WORK TO COMPLETE. Count all lines holding "sans" in the data below and say the number, nothing more.

EXCERPTED RECORDS.
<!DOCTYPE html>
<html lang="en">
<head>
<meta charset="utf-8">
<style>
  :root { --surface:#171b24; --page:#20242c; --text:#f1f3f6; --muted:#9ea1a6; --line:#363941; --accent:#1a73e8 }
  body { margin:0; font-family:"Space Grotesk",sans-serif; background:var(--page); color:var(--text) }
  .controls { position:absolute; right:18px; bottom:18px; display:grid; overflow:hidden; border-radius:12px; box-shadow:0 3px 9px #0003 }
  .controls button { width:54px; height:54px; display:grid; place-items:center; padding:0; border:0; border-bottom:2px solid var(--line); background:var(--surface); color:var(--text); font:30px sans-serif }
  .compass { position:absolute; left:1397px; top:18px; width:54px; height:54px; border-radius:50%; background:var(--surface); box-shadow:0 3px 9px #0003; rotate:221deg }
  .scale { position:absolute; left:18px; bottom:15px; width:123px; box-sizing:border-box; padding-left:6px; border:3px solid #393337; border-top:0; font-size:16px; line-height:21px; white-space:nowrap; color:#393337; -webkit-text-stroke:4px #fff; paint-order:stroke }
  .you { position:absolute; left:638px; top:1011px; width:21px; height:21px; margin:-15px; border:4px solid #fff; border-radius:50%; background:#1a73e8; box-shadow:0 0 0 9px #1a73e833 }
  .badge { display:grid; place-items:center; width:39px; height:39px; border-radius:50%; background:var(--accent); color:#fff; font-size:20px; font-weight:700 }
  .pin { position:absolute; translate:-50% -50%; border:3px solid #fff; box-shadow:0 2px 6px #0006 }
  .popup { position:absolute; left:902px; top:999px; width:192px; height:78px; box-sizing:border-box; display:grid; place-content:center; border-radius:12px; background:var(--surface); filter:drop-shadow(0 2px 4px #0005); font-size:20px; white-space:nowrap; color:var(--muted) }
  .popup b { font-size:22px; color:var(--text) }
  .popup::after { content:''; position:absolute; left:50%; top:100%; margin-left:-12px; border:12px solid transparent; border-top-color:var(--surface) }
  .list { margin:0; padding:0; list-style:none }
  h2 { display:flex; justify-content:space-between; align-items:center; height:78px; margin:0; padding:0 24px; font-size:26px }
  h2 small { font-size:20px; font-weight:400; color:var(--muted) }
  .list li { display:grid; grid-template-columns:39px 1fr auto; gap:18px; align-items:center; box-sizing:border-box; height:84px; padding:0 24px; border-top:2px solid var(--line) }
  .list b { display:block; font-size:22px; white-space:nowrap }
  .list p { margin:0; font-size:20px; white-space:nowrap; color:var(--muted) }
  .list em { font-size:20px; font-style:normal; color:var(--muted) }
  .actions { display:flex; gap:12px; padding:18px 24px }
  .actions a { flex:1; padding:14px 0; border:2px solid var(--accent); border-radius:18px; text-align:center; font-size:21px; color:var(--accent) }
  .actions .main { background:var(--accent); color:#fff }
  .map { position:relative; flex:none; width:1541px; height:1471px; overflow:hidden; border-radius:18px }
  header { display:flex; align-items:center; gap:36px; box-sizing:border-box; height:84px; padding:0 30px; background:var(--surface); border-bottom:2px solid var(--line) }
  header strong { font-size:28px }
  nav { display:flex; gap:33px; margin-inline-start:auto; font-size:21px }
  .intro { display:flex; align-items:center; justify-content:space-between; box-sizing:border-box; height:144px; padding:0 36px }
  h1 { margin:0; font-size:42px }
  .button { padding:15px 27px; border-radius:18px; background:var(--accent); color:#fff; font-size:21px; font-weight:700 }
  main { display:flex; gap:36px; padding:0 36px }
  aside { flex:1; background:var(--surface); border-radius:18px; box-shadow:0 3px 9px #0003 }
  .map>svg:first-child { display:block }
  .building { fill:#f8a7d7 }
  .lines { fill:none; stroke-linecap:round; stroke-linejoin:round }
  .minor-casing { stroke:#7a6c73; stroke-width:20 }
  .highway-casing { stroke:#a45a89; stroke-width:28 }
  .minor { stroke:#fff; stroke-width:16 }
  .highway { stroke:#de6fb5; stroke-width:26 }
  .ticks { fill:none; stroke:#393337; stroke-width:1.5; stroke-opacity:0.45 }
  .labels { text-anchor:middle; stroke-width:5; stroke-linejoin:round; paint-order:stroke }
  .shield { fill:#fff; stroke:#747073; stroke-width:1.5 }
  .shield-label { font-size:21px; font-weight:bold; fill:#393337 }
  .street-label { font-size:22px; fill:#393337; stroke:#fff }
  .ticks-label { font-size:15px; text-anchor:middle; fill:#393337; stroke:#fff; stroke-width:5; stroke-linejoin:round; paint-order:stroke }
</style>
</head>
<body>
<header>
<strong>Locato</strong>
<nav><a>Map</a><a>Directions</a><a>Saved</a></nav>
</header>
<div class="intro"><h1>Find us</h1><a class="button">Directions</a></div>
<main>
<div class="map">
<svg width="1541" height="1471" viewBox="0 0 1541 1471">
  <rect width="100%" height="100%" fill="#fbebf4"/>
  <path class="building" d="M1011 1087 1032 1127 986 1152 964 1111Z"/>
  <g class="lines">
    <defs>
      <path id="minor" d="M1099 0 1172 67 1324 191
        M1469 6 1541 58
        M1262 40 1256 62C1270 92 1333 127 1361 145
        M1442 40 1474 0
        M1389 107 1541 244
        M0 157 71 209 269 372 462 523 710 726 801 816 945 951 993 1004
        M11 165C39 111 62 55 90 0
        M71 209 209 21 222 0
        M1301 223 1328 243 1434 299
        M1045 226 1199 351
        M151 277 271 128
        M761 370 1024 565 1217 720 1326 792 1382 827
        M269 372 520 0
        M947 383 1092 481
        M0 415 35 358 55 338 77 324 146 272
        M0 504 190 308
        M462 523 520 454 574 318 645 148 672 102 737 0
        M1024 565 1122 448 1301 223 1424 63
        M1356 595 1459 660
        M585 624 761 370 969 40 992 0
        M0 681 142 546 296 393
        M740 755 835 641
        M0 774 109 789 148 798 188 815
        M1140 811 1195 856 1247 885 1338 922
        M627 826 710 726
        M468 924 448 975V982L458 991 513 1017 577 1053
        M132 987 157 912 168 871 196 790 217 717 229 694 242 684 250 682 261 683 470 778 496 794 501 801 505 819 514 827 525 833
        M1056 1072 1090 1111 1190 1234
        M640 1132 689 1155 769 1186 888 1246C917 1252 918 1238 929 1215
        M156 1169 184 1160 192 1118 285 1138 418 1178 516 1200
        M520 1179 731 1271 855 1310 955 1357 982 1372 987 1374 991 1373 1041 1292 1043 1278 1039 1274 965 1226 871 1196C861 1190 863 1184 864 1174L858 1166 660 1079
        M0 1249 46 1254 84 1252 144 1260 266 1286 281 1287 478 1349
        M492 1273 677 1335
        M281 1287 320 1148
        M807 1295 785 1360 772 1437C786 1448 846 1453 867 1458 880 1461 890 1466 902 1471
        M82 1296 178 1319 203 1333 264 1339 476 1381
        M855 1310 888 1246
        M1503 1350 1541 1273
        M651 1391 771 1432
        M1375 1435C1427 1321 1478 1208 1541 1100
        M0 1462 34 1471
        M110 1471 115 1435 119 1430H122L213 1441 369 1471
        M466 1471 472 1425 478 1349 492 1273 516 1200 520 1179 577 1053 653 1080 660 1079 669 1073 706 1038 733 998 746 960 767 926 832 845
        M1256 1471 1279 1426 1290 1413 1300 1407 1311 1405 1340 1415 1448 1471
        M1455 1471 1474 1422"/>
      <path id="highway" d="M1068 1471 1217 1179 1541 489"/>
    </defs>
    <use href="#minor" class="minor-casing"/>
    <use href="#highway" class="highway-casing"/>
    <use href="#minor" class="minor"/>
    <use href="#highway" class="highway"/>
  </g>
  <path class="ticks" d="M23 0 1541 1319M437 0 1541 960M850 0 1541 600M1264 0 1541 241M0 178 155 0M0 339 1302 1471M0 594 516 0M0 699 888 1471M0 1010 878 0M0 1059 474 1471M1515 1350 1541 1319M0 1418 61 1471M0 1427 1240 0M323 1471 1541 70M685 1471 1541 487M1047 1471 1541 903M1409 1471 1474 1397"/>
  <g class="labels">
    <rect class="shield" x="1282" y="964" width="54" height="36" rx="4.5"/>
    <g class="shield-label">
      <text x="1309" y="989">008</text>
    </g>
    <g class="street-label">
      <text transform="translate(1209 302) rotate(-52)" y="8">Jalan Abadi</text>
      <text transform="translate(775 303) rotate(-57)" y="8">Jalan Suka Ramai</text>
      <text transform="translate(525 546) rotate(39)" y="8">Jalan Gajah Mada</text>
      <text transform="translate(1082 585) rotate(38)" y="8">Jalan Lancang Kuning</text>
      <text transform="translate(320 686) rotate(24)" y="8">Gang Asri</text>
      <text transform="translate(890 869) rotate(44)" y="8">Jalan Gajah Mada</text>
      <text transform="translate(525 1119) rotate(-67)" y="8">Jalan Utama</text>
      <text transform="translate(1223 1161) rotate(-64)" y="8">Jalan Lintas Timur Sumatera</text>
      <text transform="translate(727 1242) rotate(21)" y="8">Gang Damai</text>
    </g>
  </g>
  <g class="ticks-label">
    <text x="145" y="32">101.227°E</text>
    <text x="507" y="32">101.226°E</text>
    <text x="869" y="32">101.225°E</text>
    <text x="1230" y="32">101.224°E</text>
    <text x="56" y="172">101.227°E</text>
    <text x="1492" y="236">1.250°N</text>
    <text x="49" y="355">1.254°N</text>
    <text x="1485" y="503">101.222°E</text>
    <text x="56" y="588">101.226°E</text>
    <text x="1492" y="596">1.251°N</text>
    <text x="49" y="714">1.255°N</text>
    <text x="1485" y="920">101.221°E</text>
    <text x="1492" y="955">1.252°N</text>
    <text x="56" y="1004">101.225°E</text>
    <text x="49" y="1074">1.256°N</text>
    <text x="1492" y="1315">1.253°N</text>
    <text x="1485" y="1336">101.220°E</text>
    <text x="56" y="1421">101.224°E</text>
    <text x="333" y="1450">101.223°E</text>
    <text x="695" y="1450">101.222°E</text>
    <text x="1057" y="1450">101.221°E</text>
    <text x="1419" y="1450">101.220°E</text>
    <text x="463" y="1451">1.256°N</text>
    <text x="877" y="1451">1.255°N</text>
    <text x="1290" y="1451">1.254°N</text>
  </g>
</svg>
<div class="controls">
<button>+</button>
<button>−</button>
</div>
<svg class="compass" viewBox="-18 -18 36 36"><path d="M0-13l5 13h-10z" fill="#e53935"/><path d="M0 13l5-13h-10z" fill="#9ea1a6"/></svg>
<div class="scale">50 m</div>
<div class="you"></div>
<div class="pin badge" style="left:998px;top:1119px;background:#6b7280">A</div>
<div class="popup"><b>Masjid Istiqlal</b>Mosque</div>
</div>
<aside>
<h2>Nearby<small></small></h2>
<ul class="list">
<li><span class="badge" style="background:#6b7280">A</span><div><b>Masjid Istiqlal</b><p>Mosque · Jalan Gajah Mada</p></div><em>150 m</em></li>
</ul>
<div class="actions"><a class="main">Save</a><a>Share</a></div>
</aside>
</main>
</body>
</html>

EXERCISE RESULT. 2